● **Exercise objective**:
With all pictures omitted, return verbatim the lines from the beginning of the records below through the line containing "position:absolute; right:30px; bottom:30px;".
---------- Dataset content
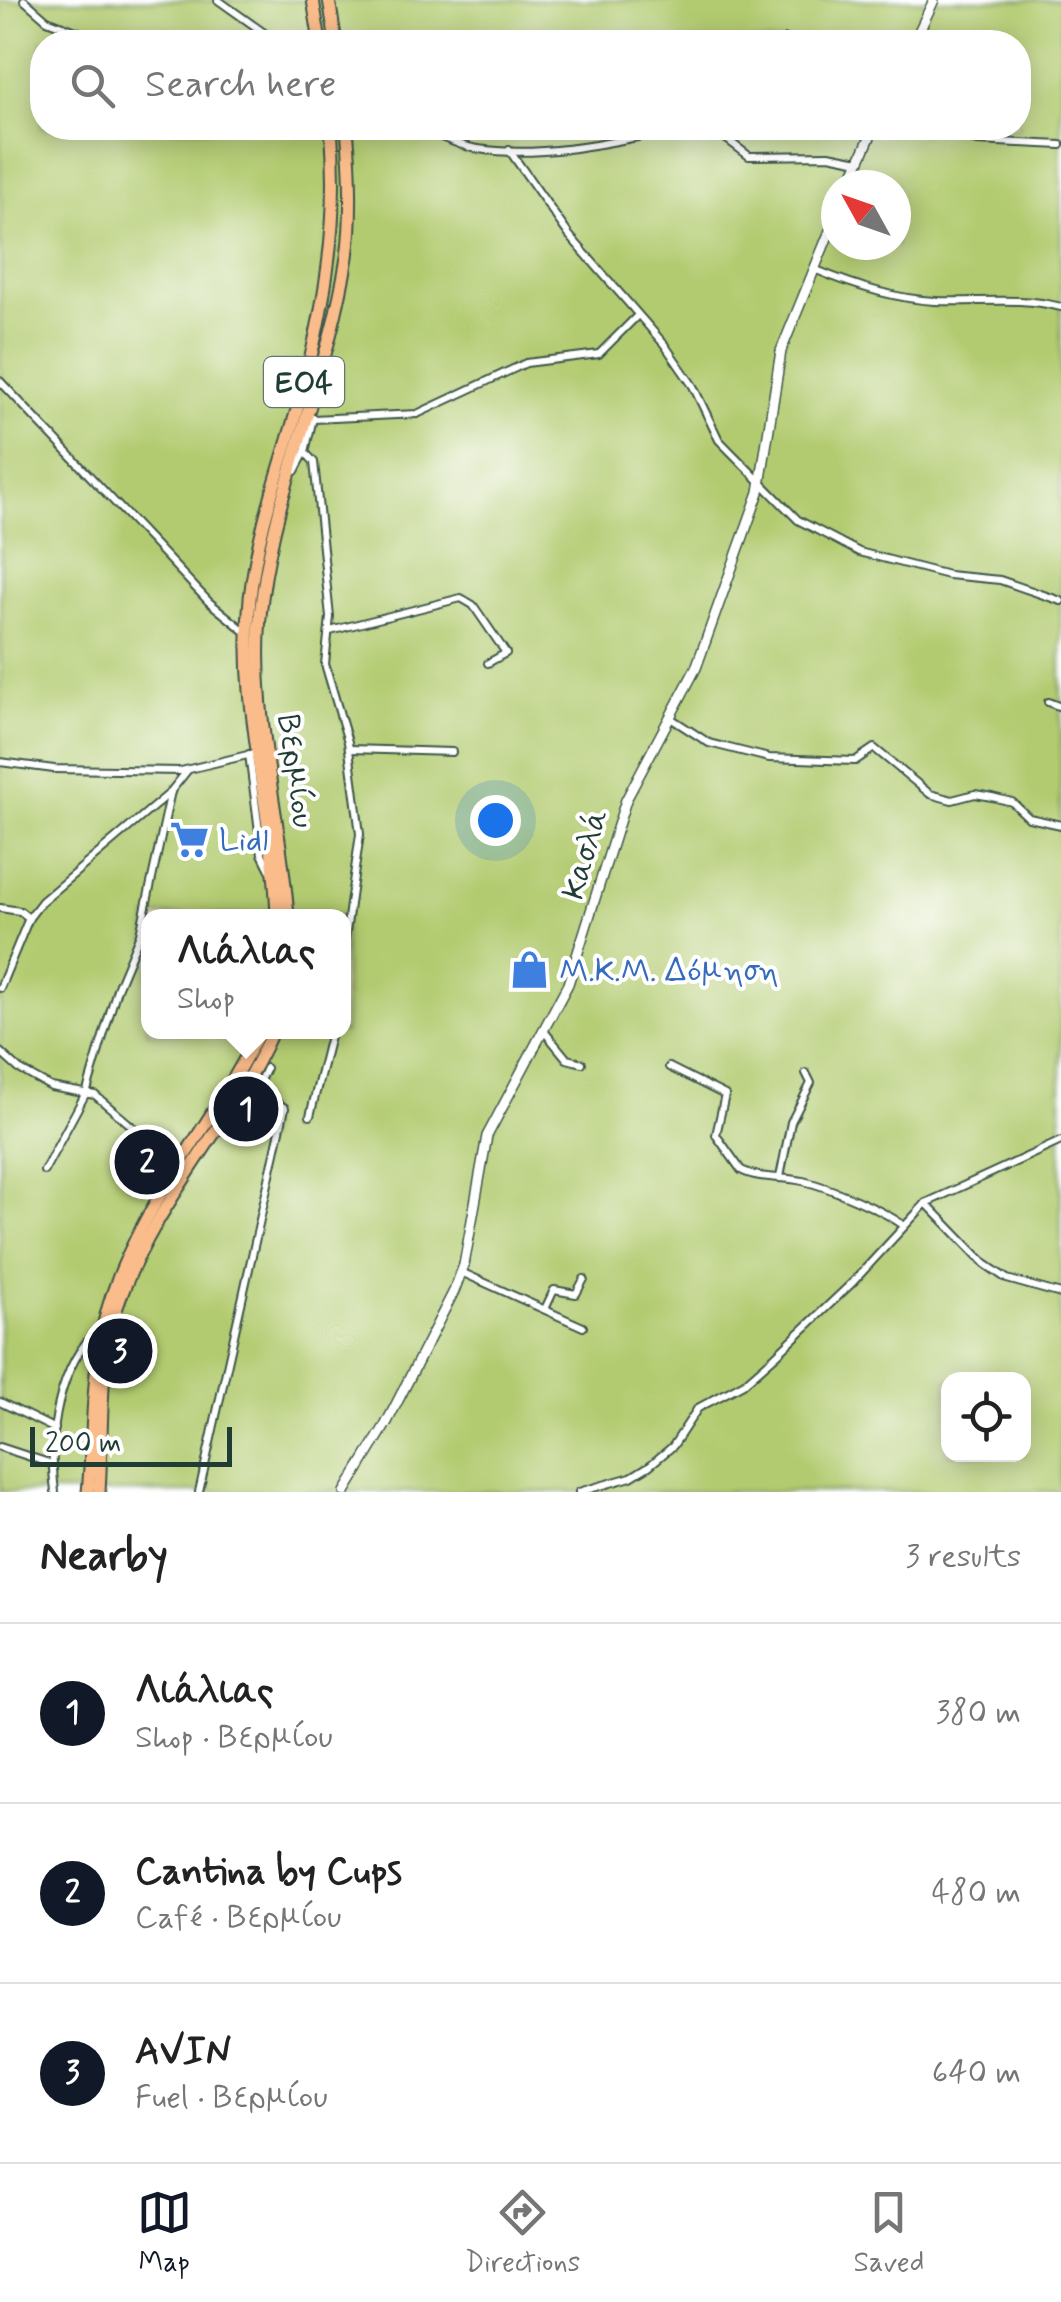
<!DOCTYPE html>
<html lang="en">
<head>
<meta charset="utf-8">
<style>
	:root { --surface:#fff; --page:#f6f6f6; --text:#222; --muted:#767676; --line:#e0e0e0; --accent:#111827 }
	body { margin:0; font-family:Mynerve,sans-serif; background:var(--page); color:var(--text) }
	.controls { position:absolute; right:30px; bottom:30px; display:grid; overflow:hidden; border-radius:20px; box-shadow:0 5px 25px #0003 }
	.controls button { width:90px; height:90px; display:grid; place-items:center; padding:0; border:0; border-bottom:2px solid var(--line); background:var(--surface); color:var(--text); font:50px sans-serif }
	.compass { position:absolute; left:821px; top:170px; width:90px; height:90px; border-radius:50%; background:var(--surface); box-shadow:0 5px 25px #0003; rotate:310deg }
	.scale { position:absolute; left:30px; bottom:25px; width:202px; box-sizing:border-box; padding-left:10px; border:5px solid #1f3d34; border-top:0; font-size:28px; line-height:35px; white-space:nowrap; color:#1f3d34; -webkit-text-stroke:8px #fff; paint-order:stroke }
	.you { position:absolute; left:495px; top:820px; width:35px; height:35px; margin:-25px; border:8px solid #fff; border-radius:50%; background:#1a73e8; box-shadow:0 0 0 15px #1a73e833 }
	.badge { display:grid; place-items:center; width:65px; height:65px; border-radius:50%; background:var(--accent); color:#fff; font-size:32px; font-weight:700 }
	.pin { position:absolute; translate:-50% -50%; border:5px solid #fff; box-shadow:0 2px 10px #0006 }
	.popup { position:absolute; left:141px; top:909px; width:210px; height:130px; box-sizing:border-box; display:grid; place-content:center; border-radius:20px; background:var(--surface); filter:drop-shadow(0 2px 8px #0005); font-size:32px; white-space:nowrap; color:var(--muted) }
	.popup b { font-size:38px; color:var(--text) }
	.popup::after { content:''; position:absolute; left:50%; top:100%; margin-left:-20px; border:20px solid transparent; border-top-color:var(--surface) }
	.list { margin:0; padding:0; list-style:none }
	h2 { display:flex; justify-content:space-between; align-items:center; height:130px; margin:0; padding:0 40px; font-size:42px }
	h2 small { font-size:32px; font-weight:400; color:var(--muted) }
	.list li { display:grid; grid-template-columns:65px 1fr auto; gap:30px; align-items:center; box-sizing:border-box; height:180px; padding:0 40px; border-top:2px solid var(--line) }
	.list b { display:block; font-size:38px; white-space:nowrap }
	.list p { margin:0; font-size:32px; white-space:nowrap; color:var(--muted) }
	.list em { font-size:32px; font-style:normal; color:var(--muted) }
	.icon { flex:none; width:55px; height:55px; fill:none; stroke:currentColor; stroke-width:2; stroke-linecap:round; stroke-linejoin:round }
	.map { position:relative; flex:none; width:1061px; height:1492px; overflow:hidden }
	.search { position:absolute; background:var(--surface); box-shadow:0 5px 25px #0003; left:30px; right:30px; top:30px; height:110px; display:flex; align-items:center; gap:25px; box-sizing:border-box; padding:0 35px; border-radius:40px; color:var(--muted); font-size:38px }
	.sheet { height:670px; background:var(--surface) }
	nav { display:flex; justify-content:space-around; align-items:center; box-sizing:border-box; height:140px; border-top:2px solid var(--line); background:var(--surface); font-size:28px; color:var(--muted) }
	nav a { display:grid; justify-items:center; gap:5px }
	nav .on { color:var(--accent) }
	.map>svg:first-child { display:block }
	.green { fill:#b2cb70; stroke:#688452; stroke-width:2.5; fill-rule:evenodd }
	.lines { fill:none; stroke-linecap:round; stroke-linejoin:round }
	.minor-casing { stroke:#3e5549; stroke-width:10 }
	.tertiary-casing { stroke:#3e5549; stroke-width:12 }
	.primary-casing { stroke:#3e5549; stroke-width:15 }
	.minor { stroke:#fff; stroke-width:6 }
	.tertiary { stroke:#fff; stroke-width:9 }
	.primary { stroke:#fabc8b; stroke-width:11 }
	.labels { text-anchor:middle; stroke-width:8; stroke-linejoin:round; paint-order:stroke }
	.shield { fill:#fff; stroke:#627771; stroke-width:2.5 }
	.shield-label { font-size:30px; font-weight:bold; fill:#1f3d34 }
	.street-label { font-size:32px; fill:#1f3d34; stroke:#fff }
	.shop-label { font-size:32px; fill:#366cbe; stroke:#fff; text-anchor:start }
</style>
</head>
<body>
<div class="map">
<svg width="1061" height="1492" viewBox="0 0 1061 1492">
	<rect width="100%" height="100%" fill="#fff"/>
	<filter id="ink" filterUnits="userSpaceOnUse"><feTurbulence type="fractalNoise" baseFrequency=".01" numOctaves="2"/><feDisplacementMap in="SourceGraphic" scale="20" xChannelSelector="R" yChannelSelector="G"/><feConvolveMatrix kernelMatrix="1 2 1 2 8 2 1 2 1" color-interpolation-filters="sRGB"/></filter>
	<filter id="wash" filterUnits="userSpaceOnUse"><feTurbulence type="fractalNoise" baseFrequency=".0048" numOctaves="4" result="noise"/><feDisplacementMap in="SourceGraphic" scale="40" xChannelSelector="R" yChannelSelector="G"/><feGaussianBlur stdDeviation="2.25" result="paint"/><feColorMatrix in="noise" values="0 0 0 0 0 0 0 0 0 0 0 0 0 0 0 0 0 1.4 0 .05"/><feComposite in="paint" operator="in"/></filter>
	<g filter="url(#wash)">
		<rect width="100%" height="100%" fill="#ebe0be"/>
		<path class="green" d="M0,0h1061v1492h-1061zM42,42h976v86h-976zM836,185h60v60h-60zM148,916h196v116h-196zM948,1380h76v74h-76z"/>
	</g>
	<g filter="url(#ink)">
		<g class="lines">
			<defs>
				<g id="minor">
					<path d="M24,0l23,20 58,22"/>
					<path d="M218,0l59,42"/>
					<path d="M784,42l2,-3"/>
					<path d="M419,128c19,7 39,18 59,21 68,10 139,-8 204,-21"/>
					<path d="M712,128l37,28 80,-1 30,6"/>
					<path d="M931,128l46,13 84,4"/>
					<path d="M872,132l28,-4"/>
					<path d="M722,135l9,-7"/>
					<path d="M509,150l60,85 95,109 29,42 26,54 79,80 61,32 89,23 52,5 61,21"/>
					<path d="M814,269c38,16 79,30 121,32 43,2 84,-5 126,6"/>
					<path d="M0,381l209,221 37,30"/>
					<path d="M313,419l104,-5 109,-51 73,-9 39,-39"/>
					<path d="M305,452l9,10 16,155 -5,47 23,78 12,92 -16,112"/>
					<path d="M295,471l10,-19 8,-34"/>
					<path d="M330,631l131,-33 12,7 33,48 -18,10"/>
					<path d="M1048,702l13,5"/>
					<path d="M672,719l37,24 60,15 86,3 19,-13 56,46 22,6 23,-6 17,3 20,5 17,16 32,7"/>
					<path d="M350,749l102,3"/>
					<path d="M249,754l13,100 8,16"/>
					<path d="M0,762l54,7 127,2 79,-19"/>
					<path d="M0,908l20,3 9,7"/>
					<path d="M0,988l29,-70 13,-17 129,-109"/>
					<path d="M544,1031l23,28 15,4"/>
					<path d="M0,1052l19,17 32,18 44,8 51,43 38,17"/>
					<path d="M669,1067l56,28 -9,40 25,35c19,10 41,6 62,11 26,6 78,28 100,44"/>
					<path d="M310,1116l21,-84"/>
					<path d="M44,1171l43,-80 30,-102 23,-55 31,-143 16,-20"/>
					<path d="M780,1177l11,-55 20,-39 -5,-10"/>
					<path d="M926,1203l59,61 22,15 54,15"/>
					<path d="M461,1272l122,55"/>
					<path d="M545,1309l9,-19 22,4 8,-15"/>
					<path d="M0,1402l55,27"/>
					<path d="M0,1447l52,17"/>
					<path d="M55,1492c-7,-56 2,-126 46,-166"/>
					<path d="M199,1492l86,-384 -29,-19 10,-21"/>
					<path d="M579,1492l52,-15 18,-11 24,-20 25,-38 45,-24 32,-28 78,-74 73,-79 135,-62"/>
				</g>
				<g id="tertiary">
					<path d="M914,42l20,-42"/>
					<path d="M849,185l25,-57"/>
					<path d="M345,1492l41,-68 68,-133 10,-26 23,-129 81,-152 58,-184 70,-132 63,-176 22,-141 55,-135"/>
				</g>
				<g id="primary">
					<path d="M313,0l7,42"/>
					<path d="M329,0l7,42"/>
					<path d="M277,916c-4,-107 -38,-210 -27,-318 7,-66 30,-129 48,-192 26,-92 42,-183 33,-278"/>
					<path d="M288,916c-8,-106 -40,-211 -26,-318 15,-117 67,-225 85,-341 6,-43 4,-86 0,-129"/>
					<path d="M88,1492c6,-59 3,-127 20,-184 30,-102 105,-182 151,-276"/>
					<path d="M99,1492c4,-58 -1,-127 17,-182 34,-103 113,-181 156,-278"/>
				</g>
			</defs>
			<use href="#minor" class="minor-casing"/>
			<use href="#tertiary" class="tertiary-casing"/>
			<use href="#primary" class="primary-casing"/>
			<use href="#minor" class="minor"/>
			<use href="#tertiary" class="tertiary"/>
			<use href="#primary" class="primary"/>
		</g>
	</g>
	<defs>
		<symbol id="supermarket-bare" viewBox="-9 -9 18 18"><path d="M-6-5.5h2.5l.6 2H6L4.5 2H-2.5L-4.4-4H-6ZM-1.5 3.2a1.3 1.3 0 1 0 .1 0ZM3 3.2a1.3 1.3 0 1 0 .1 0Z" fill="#3f7fe0" stroke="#fff" stroke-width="2.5" paint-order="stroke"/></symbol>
		<symbol id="shop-bare" viewBox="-9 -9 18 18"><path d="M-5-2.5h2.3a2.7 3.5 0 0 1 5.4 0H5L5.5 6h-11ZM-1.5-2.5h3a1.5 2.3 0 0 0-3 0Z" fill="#3f7fe0" stroke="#fff" stroke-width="2.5" paint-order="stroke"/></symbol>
	</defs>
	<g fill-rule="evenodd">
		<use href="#supermarket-bare" x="162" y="812" width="55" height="55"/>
		<use href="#shop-bare" x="502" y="942" width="55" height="55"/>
	</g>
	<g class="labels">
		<rect class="shield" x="264" y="357" width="80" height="50" rx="8"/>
		<g class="shield-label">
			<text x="304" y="392">ΕΟ4</text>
		</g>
		<g class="street-label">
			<text transform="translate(297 771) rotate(82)" y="11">Βερμίου</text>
			<text transform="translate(584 854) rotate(-74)" y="11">Κασλά</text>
		</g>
		<g class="shop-label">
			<text x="219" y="850">Lidl</text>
			<text x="559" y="981">Μ.Κ.Μ. Δόμηση</text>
		</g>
	</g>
</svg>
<div class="controls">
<button><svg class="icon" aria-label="locate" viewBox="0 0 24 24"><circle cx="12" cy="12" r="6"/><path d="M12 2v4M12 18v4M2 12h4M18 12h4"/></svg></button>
</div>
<svg class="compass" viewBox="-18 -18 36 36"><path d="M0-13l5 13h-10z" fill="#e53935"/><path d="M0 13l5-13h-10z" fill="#767676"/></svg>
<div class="scale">200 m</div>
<div class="you"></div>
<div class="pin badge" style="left:246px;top:1109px">1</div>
<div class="popup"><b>Λιάλιας</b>Shop</div>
<div class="pin badge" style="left:147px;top:1162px">2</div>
<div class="pin badge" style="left:120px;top:1351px">3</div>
<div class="search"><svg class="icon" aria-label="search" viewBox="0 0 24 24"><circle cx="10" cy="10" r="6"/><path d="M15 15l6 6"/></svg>Search here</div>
</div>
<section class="sheet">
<h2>Nearby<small>3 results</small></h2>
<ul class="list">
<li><span class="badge">1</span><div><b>Λιάλιας</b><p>Shop · Βερμίου</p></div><em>380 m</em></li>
<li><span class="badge">2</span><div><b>Cantina by Cups</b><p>Café · Βερμίου</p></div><em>480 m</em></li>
<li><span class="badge">3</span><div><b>AVIN</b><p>Fuel · Βερμίου</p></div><em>640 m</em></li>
</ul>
</section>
<nav>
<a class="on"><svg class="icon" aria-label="map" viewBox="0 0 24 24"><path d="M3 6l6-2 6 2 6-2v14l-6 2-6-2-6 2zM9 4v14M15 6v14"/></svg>Map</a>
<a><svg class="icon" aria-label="directions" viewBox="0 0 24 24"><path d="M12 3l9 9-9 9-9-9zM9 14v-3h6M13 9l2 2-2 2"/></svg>Directions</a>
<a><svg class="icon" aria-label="saved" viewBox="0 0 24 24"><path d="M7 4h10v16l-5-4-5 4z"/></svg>Saved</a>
</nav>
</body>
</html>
--------------------
● **Solution to this exercise**:
<!DOCTYPE html>
<html lang="en">
<head>
<meta charset="utf-8">
<style>
	:root { --surface:#fff; --page:#f6f6f6; --text:#222; --muted:#767676; --line:#e0e0e0; --accent:#111827 }
	body { margin:0; font-family:Mynerve,sans-serif; background:var(--page); color:var(--text) }
	.controls { position:absolute; right:30px; bottom:30px; display:grid; overflow:hidden; border-radius:20px; box-shadow:0 5px 25px #0003 }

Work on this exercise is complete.